TIL products were primarily composed of T cells with undetectable quantities of monocytes, B cells, or residual melanoma cells (Figure 4A). Products tended to comprise predominantly CD8+ T cells with a primarily effector memory phenotype (Figure 4B, 4C). The differential expression of cell surface activation and exhaustion markers on both CD4+ and CD8+ cells supported an activated rather than an exhausted T-cell phenotype [24,25], with very few cells exhibiting coexpression of PD-1, TIM-3, and LAG-3 (Figure 4D-F). Single-cell RNA sequencing on a limited number of patient samples revealed product-associated clones that were recoverable at up to 4% frequency from peripheral circulation 7 days following infusion (Figure S4). In 1 complete responder, several product-associated clones were persistent in circulation 6 months post-infusion.

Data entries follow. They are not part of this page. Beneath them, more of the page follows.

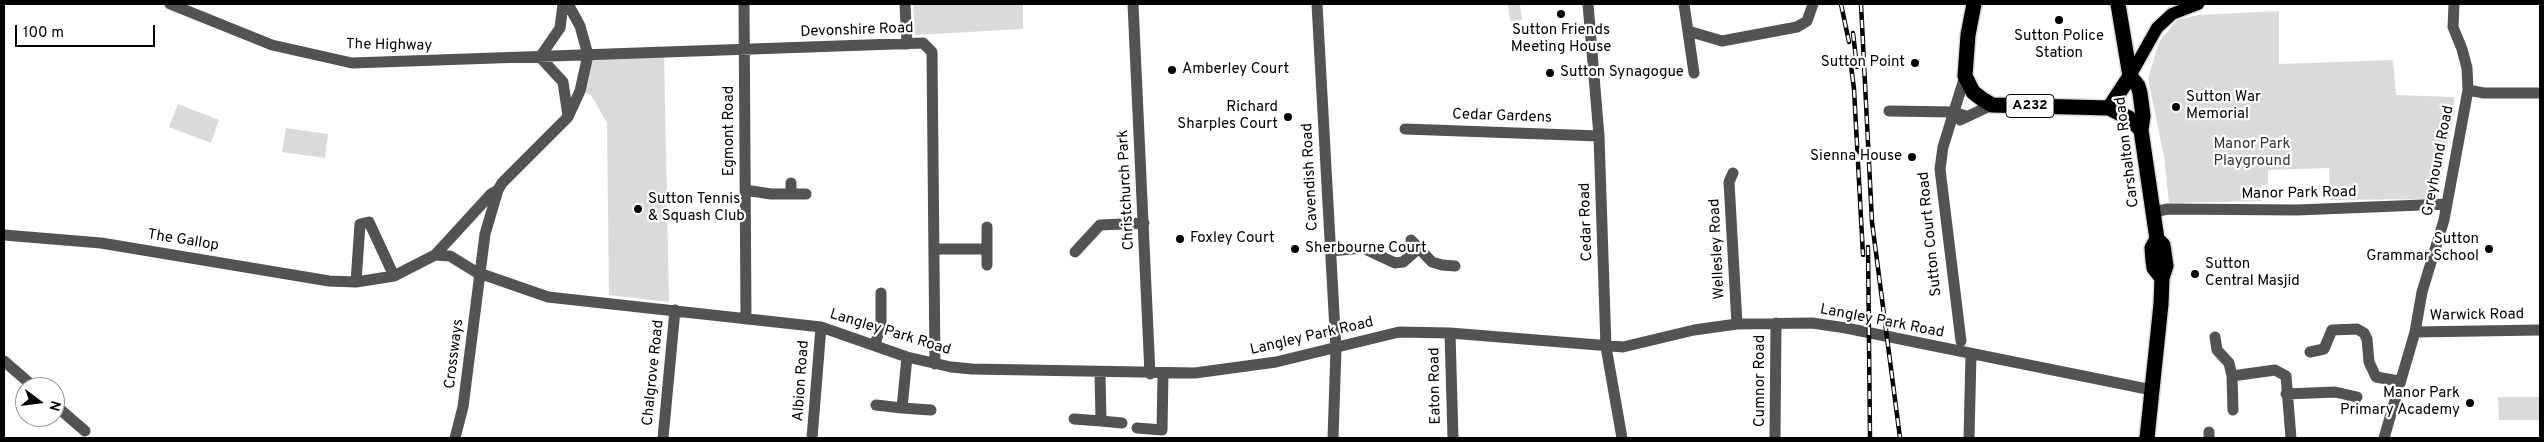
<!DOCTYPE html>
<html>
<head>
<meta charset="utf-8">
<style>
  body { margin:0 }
  #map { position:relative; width:2544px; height:442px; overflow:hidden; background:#fff; font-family:Overpass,sans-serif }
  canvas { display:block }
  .frame { position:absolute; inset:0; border:5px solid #000; pointer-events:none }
  .north { position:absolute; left:15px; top:377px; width:50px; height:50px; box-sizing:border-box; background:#fff; border:1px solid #999; border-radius:50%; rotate:105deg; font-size:14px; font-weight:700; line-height:20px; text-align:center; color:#000 }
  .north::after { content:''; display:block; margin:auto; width:18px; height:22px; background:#000; clip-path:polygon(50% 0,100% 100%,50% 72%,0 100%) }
  .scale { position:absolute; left:15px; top:25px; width:140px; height:22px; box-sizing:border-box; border:2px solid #000; border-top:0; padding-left:6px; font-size:15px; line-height:18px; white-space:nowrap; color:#000; -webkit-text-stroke:4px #fff; paint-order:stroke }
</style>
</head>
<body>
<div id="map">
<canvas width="2544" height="442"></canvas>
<div class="frame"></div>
<div class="north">N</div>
<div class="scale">100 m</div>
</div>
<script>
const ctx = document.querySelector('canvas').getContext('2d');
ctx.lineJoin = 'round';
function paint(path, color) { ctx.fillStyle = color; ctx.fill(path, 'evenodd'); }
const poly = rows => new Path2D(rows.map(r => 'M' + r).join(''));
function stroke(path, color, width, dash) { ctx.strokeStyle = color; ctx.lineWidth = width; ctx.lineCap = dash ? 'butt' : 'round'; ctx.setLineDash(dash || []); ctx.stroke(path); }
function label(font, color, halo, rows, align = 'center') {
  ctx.font = font + ' Overpass,sans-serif'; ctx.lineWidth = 4.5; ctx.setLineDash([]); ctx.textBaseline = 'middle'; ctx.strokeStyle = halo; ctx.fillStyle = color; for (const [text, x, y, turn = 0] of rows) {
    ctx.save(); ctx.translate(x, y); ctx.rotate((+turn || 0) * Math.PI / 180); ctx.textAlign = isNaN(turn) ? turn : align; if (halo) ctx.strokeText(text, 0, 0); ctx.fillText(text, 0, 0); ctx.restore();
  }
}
paint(poly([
  [913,4,1023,4,1023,29,915,35],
  [1508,4,1520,4,1522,20,1510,21],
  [2279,11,2279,64,2393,60,2396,95,2454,97,2454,113,2437,199,2330,200,2329,168,2268,170,2268,185,2261,185,2262,201,2169,203,2164,157,2148,78,2159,42,2177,20,2198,15],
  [664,53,669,302,609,295,607,123,591,95,580,91,588,55],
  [178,104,219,120,211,143,169,127],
  [286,128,328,134,325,158,282,152],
  [2498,397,2540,397,2540,420,2499,420]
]), '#dadada');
const major = poly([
  [2130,76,2157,28,2172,14,2198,4]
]);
const highway = poly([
  [1974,4,1968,35,1965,76,1973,92,1982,99,1992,105,2109,108,2129,118,2141,130],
  [2118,4,2130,76,2138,86,2140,93,2143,116,2141,130,2157,239,2152,248,2153,261,2154,268,2162,278],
  [2109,108,2130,76],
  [2147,438,2161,304,2162,278,2166,266,2163,245,2157,239]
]);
stroke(major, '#dbdbdb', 15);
stroke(highway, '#dbdbdb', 18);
stroke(poly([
  [170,4,272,45,352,63,923,43,932,52,935,364],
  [563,4,560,28,540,57,563,82,568,116],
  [744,4,746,319],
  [905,4,907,44],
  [1133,4,1150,374],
  [1317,4,1336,349,1333,438],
  [1588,4,1599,136,1606,347,1622,438],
  [1684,4,1694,73],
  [1688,31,1722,41,1797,27,1807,21,1813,4],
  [2468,90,2484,93,2540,93],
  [1889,111,1953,112,1966,116],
  [1960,120,1992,105],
  [1405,129,1599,136],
  [1733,173,1729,182,1737,324],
  [745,190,771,194,791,194,791,183],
  [791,194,806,194],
  [2153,212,2168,209,2297,210,2447,204],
  [987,227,987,249],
  [4,235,101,243,329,281,356,282,394,276,435,255,491,194,498,190,502,183,568,117,580,91,588,55,580,26,568,4],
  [1411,240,1432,262,1442,265,1455,266],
  [934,249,987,249,987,265],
  [1331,251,1363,248,1395,263,1403,262,1419,248],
  [1075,252,1100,225,1144,223],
  [435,255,450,256,476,272,548,297,821,327,907,357,951,367,972,369,1195,373,1276,362,1399,332,1450,333,1623,347,1694,330,1737,324,1812,323,1846,328,2152,390],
  [356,282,360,224,369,222,394,276],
  [2415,332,2540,330],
  [1450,333,1453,438],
  [2215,337,2217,350,2229,363,2232,376,2275,370,2286,376,2291,438],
  [1961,341,1940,169,1943,147,1965,76],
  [875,345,881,324,881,293],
  [2310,352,2324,349,2332,330,2357,329,2364,333,2367,339,2369,362,2376,377,2399,381],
  [907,357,902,408,931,410],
  [4,361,34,387],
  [2232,376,2233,410],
  [2286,394,2335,392,2357,397],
  [55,405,85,431],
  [876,405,902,408],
  [1074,419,1101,421,1100,373],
  [1101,421,1122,423],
  [1137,428,1162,430,1163,374],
  [2209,432,2209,438],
  [455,438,463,407,485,234,498,190],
  [663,438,675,310],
  [812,438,821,327],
  [1775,438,1776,323],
  [1969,438,1971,354],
  [2384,438,2415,332,2422,292,2444,220,2468,90,2467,68,2462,49,2453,27,2454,4]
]), '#535353', 11);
stroke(major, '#000', 12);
stroke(highway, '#000', 15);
const rail = poly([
  [1841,4,1849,42],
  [1861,4,1872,222,1900,438],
  [1853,33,1857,67],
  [1850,58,1854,89,1863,255],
  [1868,247,1870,438]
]);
stroke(rail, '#000', 4.5);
stroke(rail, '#fff', 2.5, [8]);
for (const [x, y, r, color] of [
  [1561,14,5,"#000"],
  [2059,20,5,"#000"],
  [1915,63,5,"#000"],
  [1172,70,5,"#000"],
  [1550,73,5,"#000"],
  [2176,107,5,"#000"],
  [1288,117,5,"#000"],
  [1912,157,5,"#000"],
  [638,209,5,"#000"],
  [1180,239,5,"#000"],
  [1295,249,5,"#000"],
  [2489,249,5,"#000"],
  [2195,274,5,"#000"],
  [2470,403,5,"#000"]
]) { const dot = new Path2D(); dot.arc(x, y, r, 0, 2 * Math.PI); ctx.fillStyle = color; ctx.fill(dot); stroke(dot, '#fff', 2); }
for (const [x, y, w] of [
  [2030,106,48]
]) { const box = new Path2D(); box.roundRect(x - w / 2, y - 11.5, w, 23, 4); ctx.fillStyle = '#fff'; ctx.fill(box); stroke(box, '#000', 1); }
label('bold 14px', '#000', null, [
  ["A232",2030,106]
]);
label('15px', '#000', '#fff', [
  ["Devonshire Road",857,31,-2],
  ["The Highway",389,46,1],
  ["Cedar Gardens",1502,117,2],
  ["Egmont Road",730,131,-90],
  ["Carshalton Road",2128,152,-97],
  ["Greyhound Road",2439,161,-79],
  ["Cavendish Road",1311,177,-93],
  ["Christchurch Park",1127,190,-93],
  ["Manor Park Road",2299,194,-1],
  ["Cedar Road",1587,222,-92],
  ["Sutton Court Road",1931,234,-96],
  ["The Gallop",183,241,9],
  ["Wellesley Road",1718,249,-93],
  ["Warwick Road",2477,316,-1],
  ["Langley Park Road",1882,322,11],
  ["Langley Park Road",890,333,17],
  ["Langley Park Road",1312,337,-13],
  ["Crossways",455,354,-83],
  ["Chalgrove Road",654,373,-84],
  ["Albion Road",802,381,-86],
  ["Cumnor Road",1761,381,-90],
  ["Eaton Road",1436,386,-91]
]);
label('15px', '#000', '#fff', [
  ["Sutton Friends",1561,31,"center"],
  ["Meeting House",1561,48,"center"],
  ["Sutton Police",2059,37,"center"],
  ["Station",2059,54,"center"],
  ["Sutton Point",1905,63,"right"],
  ["Amberley Court",1182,70],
  ["Sutton Synagogue",1560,73],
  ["Sutton War",2186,98],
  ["Memorial",2186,115],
  ["Richard",1278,108,"right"],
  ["Sharples Court",1278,125,"right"],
  ["Sienna House",1902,157,"right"],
  ["Sutton Tennis",648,200],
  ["& Squash Club",648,217],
  ["Foxley Court",1190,239],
  ["Sutton",2479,240,"right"],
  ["Grammar School",2479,257,"right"],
  ["Sherbourne Court",1305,249],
  ["Sutton",2205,265],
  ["Central Masjid",2205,282],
  ["Manor Park",2460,394,"right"],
  ["Primary Academy",2460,411,"right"]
], 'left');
label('15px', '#313131', '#fff', [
  ["Manor Park",2252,145],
  ["Playground",2252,162]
]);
</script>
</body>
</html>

Prior PD-1 inhibitor subgroup
Twelve patients received TILs after prior PD-1 inhibition, all of whom had disease that was also relapsed after or primarily refractory to CTLA-4 inhibition either in combination or in sequence with PD-1 blockade. The median number of TILs infused was 32×109 cells (range, 8×109-53×109), and the median number of IL-2 doses was 8 (range, 6-9). Median follow-up time was 45.5 months (range, 4.6-59.3) from the TIL infusion date for this subgroup. Patients had higher baseline tumor burden (median, 123 [range, 51-169]) and were more heavily pretreated (Table 1).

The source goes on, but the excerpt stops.